Silicon-based PUFs, which exploit the complementary metal-oxide semiconductor (CMOS) manufacturing process, are the most common PUFs, but they may be vulnerable to attacks, due to the limited number of variations in their manufacturing. Besides, PUFs could be relatively big in size (on a chip).

“It is imperative to develop low-cost PUFs with outstandingly lower predictability and higher resilience against machine-learning-assisted attacks, to facilitate their practice as hardware security primitives,” Chen said.

The UIC team used the non-Hermitian electromagnetic metasurface or its equivalent circuit to generate PUF keys embedded in the scattering response. Their technique is wavelength scalable in radio frequency, teraheartz, infrared, and optical systems, paving a promising avenue toward applications of cryptography and encryption.

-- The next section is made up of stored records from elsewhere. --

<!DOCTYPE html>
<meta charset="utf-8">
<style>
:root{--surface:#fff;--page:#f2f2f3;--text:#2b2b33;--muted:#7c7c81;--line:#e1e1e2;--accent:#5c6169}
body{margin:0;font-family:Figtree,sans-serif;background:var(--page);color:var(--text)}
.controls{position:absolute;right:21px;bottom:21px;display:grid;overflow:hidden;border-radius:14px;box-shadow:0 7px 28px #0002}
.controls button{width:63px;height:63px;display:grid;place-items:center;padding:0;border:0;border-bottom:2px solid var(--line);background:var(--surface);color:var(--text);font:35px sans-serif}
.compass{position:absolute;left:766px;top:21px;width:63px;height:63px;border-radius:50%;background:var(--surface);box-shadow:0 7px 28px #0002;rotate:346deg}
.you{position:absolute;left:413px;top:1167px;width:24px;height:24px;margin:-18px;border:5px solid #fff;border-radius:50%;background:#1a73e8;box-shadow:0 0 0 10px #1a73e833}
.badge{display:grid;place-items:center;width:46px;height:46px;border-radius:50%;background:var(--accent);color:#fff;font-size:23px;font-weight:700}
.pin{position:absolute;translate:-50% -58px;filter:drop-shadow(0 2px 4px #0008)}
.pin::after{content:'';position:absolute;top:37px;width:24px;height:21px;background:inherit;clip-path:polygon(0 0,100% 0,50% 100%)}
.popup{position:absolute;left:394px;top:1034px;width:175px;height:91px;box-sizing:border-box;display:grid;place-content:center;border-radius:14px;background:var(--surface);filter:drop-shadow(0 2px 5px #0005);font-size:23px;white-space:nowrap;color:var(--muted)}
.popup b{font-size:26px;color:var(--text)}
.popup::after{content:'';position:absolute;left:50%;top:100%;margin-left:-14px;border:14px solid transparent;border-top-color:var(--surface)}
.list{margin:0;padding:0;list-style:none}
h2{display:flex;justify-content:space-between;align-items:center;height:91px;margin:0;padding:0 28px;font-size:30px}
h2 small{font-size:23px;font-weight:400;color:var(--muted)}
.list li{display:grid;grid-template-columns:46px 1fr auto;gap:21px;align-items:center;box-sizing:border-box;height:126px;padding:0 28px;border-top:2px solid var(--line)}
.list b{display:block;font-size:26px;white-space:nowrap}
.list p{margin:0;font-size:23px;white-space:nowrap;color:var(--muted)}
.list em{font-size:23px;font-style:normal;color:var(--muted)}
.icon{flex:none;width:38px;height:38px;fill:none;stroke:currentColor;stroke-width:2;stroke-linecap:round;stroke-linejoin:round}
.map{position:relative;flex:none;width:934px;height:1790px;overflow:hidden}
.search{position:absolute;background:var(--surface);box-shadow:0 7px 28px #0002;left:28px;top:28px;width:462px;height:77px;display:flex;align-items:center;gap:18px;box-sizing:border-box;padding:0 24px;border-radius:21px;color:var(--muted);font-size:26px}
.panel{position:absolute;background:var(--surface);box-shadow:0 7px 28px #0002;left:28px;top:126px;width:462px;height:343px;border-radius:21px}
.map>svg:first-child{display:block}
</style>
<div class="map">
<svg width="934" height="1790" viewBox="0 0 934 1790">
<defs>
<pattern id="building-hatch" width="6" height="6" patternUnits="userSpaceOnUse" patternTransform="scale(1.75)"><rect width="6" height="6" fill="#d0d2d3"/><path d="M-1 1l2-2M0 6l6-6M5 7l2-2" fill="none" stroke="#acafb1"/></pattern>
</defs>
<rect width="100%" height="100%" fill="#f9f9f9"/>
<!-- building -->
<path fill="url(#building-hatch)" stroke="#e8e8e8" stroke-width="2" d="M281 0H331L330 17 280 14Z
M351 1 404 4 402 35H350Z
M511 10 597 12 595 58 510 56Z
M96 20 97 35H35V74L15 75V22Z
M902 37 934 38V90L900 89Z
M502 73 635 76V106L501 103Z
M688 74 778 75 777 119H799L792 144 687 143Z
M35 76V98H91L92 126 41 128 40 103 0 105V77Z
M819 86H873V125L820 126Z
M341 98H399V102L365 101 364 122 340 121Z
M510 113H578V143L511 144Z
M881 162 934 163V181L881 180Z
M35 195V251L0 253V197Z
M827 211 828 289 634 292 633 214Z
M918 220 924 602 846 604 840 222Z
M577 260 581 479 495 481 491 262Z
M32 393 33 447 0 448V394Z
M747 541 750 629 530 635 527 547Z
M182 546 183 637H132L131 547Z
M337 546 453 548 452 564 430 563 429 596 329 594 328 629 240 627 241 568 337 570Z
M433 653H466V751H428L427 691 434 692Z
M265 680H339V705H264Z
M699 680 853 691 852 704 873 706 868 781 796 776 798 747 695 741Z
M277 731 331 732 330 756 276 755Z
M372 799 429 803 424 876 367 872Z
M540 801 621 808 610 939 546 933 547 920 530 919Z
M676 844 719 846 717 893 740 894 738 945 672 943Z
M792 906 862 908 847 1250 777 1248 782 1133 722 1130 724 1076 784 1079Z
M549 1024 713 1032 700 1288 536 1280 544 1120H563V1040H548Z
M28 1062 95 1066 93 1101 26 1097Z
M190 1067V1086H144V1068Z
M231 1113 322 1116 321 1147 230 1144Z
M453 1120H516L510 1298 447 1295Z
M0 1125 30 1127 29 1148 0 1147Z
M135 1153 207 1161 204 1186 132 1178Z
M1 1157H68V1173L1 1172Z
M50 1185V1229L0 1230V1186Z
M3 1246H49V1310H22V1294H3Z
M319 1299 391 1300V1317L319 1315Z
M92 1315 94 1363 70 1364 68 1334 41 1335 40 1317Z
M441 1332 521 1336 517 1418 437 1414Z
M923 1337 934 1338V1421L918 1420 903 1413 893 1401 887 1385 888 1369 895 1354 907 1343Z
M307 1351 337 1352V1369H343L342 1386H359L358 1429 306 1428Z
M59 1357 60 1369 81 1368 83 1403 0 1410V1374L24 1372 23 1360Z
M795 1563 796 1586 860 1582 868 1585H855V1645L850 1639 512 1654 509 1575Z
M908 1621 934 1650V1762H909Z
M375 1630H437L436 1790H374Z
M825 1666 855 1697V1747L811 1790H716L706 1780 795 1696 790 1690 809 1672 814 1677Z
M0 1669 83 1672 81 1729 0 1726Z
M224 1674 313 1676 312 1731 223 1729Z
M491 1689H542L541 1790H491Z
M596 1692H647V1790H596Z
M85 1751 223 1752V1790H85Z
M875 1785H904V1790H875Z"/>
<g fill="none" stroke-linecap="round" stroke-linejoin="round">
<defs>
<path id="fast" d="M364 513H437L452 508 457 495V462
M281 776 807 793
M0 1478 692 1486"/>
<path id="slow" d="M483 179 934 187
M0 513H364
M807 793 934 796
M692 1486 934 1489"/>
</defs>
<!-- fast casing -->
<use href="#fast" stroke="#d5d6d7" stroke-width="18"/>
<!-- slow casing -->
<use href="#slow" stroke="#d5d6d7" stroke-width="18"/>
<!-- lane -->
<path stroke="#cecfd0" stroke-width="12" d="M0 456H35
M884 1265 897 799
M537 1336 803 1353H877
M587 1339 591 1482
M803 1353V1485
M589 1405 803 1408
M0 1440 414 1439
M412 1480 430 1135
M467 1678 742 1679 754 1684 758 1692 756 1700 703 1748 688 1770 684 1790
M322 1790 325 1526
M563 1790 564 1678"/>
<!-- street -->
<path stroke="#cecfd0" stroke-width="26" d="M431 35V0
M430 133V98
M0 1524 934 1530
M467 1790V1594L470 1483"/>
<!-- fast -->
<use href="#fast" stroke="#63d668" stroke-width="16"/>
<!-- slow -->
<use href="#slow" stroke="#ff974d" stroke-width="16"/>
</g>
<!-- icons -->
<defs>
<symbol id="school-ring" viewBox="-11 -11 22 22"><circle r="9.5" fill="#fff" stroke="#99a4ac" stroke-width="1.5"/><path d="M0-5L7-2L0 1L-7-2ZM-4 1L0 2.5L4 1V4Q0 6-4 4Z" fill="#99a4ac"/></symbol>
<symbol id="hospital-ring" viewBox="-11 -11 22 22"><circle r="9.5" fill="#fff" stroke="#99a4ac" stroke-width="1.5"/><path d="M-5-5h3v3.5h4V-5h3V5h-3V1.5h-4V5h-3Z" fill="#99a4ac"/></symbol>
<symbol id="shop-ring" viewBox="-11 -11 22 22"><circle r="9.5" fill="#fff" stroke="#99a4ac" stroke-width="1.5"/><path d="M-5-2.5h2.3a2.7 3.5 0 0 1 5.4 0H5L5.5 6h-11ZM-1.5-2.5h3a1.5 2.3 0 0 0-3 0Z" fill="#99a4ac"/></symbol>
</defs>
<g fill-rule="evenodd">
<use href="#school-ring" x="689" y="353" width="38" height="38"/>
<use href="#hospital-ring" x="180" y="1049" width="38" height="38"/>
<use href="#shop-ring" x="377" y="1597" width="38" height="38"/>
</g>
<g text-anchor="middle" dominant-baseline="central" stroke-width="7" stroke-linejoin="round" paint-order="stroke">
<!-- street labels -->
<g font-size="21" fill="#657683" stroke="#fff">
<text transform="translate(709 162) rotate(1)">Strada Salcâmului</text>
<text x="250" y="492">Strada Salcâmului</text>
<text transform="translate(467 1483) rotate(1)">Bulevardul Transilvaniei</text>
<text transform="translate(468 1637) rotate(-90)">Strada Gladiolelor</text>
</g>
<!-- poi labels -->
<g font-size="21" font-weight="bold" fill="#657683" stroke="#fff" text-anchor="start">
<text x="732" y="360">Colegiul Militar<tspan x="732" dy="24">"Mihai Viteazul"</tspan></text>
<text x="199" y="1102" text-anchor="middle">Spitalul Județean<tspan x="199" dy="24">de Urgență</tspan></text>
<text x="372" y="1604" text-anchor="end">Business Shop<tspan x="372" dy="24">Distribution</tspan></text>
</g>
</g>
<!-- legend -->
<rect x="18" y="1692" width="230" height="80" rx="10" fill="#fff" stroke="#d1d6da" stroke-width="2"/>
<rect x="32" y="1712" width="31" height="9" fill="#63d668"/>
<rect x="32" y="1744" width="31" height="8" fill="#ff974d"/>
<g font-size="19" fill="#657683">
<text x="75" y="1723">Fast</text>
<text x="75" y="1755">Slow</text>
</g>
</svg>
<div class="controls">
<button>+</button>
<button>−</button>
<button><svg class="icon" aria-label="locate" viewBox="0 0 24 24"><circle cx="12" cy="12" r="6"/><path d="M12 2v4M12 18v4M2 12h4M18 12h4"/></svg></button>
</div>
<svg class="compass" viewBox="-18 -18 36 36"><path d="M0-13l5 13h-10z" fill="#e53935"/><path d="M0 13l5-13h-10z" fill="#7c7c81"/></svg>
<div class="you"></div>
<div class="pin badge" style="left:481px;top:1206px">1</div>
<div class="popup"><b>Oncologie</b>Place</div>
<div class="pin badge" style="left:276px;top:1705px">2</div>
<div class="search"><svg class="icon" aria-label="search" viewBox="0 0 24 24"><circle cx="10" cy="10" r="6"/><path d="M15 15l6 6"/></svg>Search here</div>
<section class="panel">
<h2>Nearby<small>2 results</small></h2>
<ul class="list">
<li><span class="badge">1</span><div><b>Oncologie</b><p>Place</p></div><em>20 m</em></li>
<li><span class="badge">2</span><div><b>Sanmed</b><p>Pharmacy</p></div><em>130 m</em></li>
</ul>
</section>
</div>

By amplifying the entropy sourced from manufacturing variances at the self-dual CPAL points, more unique, random PUFs can be created. These electromagnetic PUFs can be more robust against machine learning-assisted attacks.

“We tried the hardest attempts including the AI-based attacks to break it but the PUF is very robust,” Cetin said.

“Even small but inevitable process variations in manufacturing may produce very different output responses from device to device,” Chen said. “Although such a property may be seen as a foe for sensing purposes, on the contrary, it may find useful applications in generating high-quality PUF keys.”

The paper’s authors, in addition to Cetin and Chen, include Minye Yang, Zhilu Ye, Hongyi Pan, and Mohamed Farhat.

Yang, Ye, and Pan are all former UIC students, earning their doctoral degrees in 2023. Yang and Ye are assistant professors at Xi’an Jiaotong University in Xi’an, China. Pan is a clinical research associate at Northwestern University. Farhat is with King Abdullah University of Science and Technology in Thuwal, Saudi Arabia.